▶ _Extracted entries_:
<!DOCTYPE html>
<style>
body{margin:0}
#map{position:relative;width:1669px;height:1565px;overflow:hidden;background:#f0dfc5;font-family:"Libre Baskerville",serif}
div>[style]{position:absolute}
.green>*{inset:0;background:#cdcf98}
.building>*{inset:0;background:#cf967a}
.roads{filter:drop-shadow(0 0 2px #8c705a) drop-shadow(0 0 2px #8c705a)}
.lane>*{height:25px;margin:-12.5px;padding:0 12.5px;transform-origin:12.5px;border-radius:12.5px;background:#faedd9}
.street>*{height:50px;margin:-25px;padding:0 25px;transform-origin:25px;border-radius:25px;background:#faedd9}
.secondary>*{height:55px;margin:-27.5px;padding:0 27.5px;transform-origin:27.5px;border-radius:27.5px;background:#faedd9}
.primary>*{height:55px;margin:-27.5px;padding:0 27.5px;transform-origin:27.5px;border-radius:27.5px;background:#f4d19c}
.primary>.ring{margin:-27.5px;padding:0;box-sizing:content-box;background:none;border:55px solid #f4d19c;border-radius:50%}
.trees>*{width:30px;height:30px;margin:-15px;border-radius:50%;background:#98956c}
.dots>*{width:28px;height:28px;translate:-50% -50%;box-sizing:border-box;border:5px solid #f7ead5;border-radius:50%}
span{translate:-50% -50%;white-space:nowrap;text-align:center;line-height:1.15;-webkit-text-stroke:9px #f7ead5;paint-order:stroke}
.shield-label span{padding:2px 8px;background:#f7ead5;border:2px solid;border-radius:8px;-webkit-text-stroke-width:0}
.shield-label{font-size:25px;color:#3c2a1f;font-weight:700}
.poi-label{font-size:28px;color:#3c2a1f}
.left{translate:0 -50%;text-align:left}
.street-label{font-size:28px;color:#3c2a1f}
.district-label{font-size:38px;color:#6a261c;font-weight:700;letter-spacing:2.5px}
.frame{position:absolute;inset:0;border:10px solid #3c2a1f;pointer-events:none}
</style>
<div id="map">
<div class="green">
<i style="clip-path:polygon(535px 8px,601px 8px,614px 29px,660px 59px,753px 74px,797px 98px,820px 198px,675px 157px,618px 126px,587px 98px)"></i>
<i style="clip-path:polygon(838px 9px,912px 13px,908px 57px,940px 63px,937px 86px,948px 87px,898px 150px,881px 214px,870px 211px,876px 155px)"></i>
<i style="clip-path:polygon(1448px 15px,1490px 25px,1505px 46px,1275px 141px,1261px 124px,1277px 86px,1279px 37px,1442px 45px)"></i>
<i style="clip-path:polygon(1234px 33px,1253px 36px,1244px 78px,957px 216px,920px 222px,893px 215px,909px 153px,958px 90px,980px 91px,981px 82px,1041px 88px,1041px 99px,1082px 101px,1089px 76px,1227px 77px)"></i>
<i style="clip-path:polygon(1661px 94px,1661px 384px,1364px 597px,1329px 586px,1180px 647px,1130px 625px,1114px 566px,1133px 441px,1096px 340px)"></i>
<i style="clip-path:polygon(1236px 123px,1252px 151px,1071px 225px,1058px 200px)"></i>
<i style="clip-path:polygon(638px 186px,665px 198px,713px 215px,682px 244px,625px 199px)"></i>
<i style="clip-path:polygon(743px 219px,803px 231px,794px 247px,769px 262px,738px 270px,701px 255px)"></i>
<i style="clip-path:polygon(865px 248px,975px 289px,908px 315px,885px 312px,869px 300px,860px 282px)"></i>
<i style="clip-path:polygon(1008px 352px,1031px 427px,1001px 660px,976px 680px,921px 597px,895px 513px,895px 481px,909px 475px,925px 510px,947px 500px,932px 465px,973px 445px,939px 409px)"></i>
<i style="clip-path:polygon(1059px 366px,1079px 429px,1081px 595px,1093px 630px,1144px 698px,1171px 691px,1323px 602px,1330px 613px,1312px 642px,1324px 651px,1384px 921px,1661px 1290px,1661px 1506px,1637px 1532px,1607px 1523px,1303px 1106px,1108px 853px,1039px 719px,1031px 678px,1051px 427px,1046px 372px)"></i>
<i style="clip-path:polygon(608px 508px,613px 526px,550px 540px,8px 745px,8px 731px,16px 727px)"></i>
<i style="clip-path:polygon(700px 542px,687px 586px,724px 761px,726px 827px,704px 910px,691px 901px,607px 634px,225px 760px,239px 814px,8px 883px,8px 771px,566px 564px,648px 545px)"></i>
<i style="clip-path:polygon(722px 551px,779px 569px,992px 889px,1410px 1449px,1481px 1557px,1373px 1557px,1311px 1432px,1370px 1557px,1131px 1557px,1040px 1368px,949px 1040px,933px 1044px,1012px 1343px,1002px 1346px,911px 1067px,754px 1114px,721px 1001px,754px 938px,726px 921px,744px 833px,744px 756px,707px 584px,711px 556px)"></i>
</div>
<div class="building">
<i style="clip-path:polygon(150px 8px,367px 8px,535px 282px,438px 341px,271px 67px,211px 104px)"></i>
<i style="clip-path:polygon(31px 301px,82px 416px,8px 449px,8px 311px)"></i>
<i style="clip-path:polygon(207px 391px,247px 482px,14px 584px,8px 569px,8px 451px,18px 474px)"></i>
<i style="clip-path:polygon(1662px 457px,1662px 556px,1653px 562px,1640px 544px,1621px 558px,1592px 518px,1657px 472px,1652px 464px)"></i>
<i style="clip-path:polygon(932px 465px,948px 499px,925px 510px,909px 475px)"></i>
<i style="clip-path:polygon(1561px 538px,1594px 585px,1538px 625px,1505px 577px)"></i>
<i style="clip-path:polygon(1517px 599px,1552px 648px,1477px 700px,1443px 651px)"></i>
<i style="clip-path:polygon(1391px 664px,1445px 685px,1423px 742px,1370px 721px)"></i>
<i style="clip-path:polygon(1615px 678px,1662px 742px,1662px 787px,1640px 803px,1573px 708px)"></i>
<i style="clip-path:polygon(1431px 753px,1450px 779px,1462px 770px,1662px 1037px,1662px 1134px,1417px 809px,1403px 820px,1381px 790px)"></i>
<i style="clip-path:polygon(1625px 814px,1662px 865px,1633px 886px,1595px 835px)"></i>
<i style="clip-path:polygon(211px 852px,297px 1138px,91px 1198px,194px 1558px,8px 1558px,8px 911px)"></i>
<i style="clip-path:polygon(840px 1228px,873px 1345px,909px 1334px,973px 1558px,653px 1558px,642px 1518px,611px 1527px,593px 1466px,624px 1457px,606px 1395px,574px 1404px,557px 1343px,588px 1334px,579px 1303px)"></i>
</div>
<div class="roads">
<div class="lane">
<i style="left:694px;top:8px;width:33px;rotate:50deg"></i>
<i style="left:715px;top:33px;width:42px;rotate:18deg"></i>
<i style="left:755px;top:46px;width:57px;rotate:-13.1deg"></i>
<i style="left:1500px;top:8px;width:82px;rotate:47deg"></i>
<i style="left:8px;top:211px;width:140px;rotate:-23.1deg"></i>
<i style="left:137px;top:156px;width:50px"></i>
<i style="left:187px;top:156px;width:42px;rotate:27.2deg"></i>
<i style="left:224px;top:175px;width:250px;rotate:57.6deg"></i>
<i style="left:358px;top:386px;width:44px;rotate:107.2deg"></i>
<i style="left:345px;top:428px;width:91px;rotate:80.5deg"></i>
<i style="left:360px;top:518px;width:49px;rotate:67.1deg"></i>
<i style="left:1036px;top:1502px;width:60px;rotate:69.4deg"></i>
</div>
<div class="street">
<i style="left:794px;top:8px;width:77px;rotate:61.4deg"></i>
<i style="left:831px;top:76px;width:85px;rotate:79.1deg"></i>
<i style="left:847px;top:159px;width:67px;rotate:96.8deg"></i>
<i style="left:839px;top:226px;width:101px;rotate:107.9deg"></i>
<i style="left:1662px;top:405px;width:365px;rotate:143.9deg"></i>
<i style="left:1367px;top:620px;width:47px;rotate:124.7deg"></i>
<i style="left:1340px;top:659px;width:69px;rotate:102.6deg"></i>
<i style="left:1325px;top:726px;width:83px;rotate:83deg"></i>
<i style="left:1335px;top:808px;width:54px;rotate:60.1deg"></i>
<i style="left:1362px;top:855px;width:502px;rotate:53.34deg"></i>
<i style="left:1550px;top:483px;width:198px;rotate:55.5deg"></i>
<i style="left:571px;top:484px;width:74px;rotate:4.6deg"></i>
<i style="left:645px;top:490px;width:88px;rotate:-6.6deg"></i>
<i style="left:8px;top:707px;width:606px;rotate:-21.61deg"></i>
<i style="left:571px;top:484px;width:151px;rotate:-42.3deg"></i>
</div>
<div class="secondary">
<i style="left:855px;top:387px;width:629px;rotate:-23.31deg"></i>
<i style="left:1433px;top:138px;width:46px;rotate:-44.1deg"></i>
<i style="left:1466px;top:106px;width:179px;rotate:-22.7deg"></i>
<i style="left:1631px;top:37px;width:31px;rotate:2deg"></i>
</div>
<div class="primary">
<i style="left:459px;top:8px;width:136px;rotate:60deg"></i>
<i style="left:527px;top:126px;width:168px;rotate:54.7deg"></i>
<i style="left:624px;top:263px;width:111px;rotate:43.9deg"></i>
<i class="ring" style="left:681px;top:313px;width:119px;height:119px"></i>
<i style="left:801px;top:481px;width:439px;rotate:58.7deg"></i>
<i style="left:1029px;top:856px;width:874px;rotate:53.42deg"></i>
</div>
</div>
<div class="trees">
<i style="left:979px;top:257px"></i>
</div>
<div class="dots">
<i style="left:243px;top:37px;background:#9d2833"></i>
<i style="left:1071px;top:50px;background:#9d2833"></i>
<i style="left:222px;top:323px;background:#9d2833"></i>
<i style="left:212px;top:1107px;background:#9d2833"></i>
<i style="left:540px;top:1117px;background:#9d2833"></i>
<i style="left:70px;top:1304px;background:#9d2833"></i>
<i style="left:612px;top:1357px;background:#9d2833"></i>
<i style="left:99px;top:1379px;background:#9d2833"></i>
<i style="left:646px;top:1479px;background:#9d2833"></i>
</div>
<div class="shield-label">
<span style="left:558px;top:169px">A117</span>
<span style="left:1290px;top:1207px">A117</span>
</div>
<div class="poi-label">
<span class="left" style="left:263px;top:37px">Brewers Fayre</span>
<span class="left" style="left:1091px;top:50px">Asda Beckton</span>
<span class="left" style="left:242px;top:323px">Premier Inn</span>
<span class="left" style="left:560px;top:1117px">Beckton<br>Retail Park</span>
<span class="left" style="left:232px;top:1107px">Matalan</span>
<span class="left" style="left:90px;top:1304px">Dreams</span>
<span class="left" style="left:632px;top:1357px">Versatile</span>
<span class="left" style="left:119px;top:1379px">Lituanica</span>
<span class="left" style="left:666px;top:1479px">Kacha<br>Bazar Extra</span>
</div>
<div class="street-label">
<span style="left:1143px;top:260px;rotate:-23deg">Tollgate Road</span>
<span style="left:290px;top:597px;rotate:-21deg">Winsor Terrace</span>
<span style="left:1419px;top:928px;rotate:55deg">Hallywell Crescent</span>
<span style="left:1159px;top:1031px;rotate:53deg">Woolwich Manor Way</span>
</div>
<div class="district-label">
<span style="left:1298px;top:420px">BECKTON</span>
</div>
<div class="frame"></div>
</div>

▶ _Work order_:
Extract from the records above the lines from the one containing "599px,1552px 648px,1477px 700px,1443px" to the one containing "852px,297px 1138px,91px 1198px,194px", both lines included, exactly as they appear and with nothing else.

▶ _Answer for the task_:
<i style="clip-path:polygon(1517px 599px,1552px 648px,1477px 700px,1443px 651px)"></i>
<i style="clip-path:polygon(1391px 664px,1445px 685px,1423px 742px,1370px 721px)"></i>
<i style="clip-path:polygon(1615px 678px,1662px 742px,1662px 787px,1640px 803px,1573px 708px)"></i>
<i style="clip-path:polygon(1431px 753px,1450px 779px,1462px 770px,1662px 1037px,1662px 1134px,1417px 809px,1403px 820px,1381px 790px)"></i>
<i style="clip-path:polygon(1625px 814px,1662px 865px,1633px 886px,1595px 835px)"></i>
<i style="clip-path:polygon(211px 852px,297px 1138px,91px 1198px,194px 1558px,8px 1558px,8px 911px)"></i>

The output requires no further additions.